TASK REQUIREMENTS >> Once you know how many lines below hold "class", reply with that number and add nothing.
──────── SUPPLIED ENTRIES ────────
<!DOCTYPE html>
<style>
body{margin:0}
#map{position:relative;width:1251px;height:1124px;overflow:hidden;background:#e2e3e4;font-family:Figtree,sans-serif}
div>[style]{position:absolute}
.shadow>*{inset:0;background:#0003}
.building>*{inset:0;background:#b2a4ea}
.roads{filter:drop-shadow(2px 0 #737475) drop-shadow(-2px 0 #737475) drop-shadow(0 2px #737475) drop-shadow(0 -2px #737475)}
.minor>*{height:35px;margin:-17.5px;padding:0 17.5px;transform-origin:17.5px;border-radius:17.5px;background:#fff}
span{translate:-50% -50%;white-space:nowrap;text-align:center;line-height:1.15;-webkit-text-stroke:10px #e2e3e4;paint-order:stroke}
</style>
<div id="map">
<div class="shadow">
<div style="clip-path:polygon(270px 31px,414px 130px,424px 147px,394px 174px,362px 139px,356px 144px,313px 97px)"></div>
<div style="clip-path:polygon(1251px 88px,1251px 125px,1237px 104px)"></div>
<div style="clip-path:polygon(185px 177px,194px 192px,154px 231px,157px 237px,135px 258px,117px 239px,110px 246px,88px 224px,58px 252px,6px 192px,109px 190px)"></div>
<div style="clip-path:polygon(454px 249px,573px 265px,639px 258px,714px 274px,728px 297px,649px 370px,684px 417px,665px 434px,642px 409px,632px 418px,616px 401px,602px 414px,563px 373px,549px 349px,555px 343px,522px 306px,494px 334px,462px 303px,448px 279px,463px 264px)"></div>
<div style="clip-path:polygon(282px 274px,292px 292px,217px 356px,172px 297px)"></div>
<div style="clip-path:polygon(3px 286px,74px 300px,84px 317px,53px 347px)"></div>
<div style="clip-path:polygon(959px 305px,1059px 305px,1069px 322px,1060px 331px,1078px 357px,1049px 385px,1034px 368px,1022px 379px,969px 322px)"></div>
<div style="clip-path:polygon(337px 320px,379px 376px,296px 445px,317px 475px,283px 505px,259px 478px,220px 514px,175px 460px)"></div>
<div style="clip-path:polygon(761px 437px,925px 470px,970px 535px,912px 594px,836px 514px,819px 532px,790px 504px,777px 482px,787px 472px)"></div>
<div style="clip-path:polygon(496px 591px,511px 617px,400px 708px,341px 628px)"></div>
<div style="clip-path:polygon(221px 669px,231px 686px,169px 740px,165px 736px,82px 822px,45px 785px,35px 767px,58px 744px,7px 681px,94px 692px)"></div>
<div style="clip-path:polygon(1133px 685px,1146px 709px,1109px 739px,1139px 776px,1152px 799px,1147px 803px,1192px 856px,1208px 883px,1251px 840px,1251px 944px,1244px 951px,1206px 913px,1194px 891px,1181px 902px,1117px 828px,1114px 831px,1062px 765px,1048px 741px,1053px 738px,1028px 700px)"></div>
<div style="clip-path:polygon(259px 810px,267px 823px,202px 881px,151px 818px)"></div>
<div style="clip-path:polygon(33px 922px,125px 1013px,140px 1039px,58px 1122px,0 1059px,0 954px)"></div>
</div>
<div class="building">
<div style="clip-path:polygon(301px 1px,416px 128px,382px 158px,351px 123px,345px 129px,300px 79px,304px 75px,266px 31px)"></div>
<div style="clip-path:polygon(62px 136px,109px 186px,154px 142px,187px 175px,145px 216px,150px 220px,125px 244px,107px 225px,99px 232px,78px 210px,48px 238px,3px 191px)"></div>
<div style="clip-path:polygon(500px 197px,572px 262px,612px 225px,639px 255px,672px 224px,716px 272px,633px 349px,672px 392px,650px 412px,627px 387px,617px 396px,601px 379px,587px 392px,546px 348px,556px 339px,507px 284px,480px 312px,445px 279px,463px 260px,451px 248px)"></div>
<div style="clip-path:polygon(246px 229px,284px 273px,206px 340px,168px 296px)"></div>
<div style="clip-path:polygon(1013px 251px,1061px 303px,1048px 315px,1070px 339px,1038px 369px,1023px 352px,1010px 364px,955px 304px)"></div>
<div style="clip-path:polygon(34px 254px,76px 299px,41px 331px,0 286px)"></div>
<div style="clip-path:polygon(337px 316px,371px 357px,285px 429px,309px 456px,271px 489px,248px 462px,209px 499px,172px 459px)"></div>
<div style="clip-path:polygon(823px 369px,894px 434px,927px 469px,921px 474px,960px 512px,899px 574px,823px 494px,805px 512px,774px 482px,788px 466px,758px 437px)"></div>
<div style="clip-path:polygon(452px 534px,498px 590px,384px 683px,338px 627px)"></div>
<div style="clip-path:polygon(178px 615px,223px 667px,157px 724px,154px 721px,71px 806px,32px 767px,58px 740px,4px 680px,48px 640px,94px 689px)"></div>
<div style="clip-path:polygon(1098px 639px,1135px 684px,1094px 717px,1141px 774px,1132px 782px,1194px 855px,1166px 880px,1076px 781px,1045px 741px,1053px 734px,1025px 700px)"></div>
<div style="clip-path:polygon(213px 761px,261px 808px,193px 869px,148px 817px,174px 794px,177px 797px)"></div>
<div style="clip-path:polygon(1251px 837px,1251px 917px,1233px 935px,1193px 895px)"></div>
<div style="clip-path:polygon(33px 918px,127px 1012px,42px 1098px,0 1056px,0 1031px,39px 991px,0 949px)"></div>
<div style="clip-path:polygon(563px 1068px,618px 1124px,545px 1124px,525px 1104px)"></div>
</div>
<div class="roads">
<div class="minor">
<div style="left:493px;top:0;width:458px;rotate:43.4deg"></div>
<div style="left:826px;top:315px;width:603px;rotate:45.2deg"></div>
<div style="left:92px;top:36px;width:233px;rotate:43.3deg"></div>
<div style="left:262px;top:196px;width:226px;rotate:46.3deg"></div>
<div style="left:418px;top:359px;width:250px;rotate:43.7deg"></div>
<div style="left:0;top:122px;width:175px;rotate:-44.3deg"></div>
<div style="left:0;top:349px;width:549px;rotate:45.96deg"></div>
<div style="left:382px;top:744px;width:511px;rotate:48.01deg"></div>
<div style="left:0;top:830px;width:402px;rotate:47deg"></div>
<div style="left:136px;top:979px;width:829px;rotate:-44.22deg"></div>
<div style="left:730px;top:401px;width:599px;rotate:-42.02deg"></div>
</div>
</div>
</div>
────────
YOUR SOLUTION >> 4